Records contained in a dataset
━━━━━━━━━━━━━━━━━━━━━━━━━━━━━━

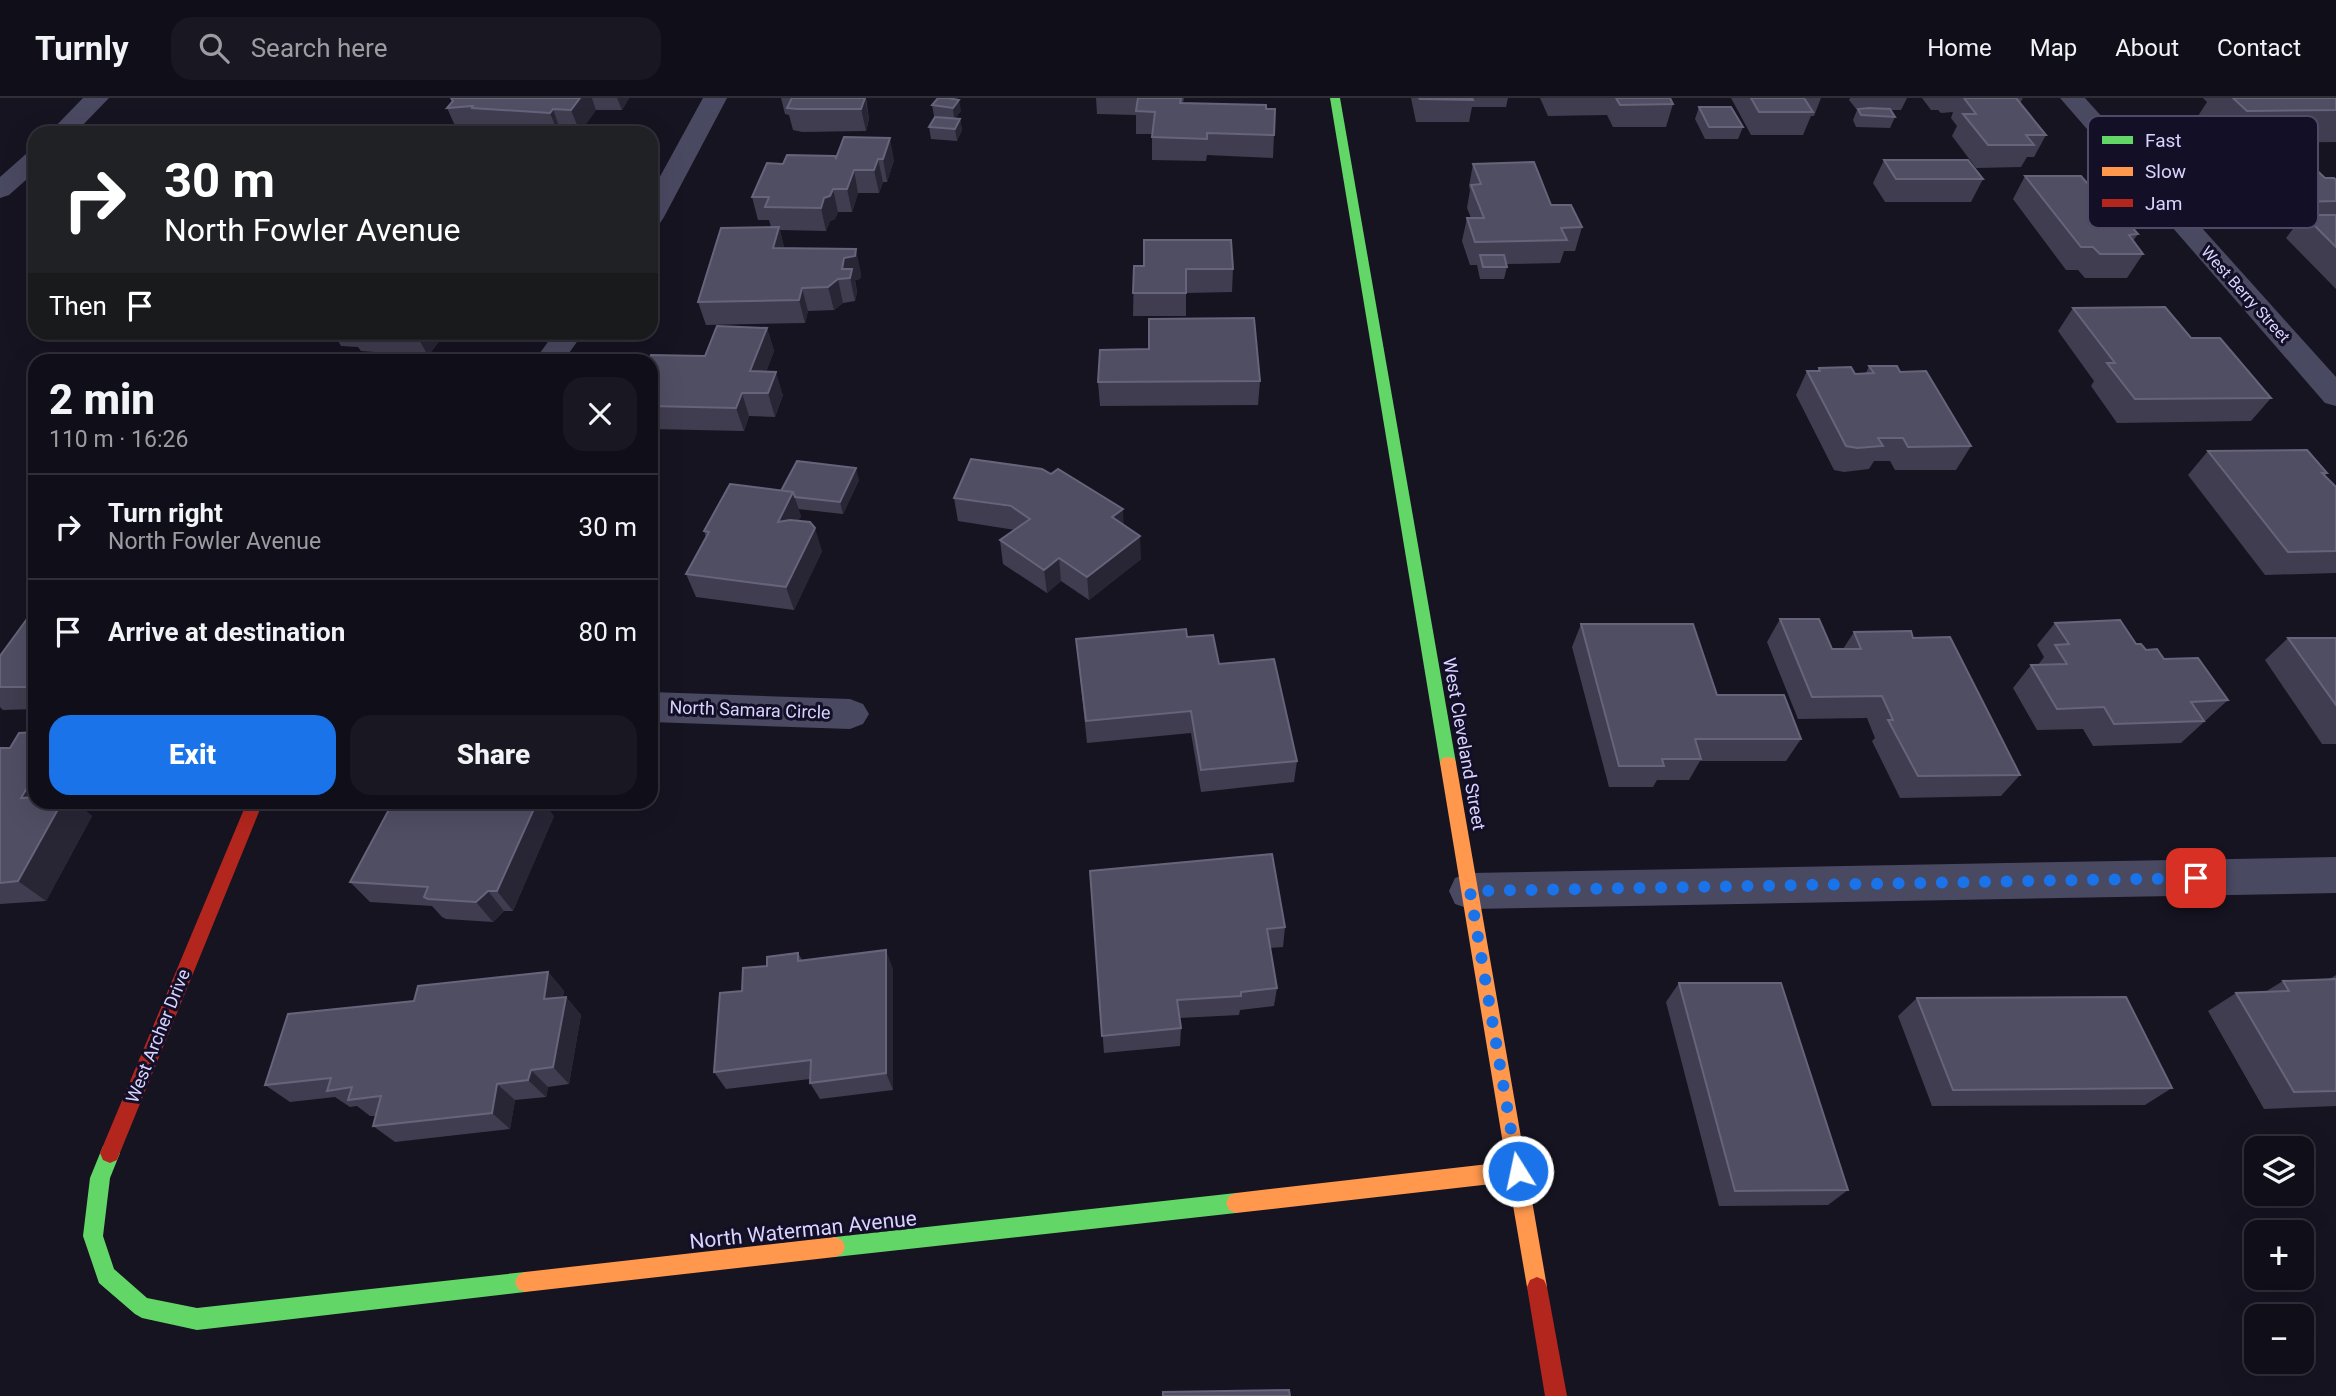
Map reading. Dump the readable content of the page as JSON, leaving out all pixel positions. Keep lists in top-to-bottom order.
{
  "streets": {
    "street": [
      "West Berry Street",
      "North Samara Circle",
      "West Cleveland Street",
      "West Archer Drive",
      "North Waterman Avenue"
    ]
  },
  "crossings": [
    ["West Cleveland Street", "North Waterman Avenue"],
    ["West Archer Drive", "North Waterman Avenue"]
  ],
  "legend": ["Fast", "Slow", "Jam"],
  "page": {
    "header": "Turnly",
    "search": "Search here",
    "nav": [
      "Home",
      "Map",
      "About",
      "Contact"
    ],
    "turn": ["30 m", "North Fowler Avenue"],
    "then": "Then",
    "heading": ["2 min", "110 m · 16:26"],
    "list": [
      {
        "name": "Turn right",
        "note": "North Fowler Avenue",
        "value": "30 m"
      },
      {
        "name": "Arrive at destination",
        "value": "80 m"
      }
    ],
    "buttons": ["Exit", "Share"],
    "map_buttons": ["+", "−"]
  }
}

━━━━━━━━━━━━━━━━━━━━━━━━━━━━━━

For each record, return its text exactly and leave any picture out.

Map reading. Dump the readable content of the page as JSON, leaving out all pixel positions. Keep lists in top-to-bottom order.
{
  "streets": {
    "street": [
      "West Berry Street",
      "North Samara Circle",
      "West Cleveland Street",
      "West Archer Drive",
      "North Waterman Avenue"
    ]
  },
  "crossings": [
    ["West Cleveland Street", "North Waterman Avenue"],
    ["West Archer Drive", "North Waterman Avenue"]
  ],
  "legend": ["Fast", "Slow", "Jam"],
  "page": {
    "header": "Turnly",
    "search": "Search here",
    "nav": [
      "Home",
      "Map",
      "About",
      "Contact"
    ],
    "turn": ["30 m", "North Fowler Avenue"],
    "then": "Then",
    "heading": ["2 min", "110 m · 16:26"],
    "list": [
      {
        "name": "Turn right",
        "note": "North Fowler Avenue",
        "value": "30 m"
      },
      {
        "name": "Arrive at destination",
        "value": "80 m"
      }
    ],
    "buttons": ["Exit", "Share"],
    "map_buttons": ["+", "−"]
  }
}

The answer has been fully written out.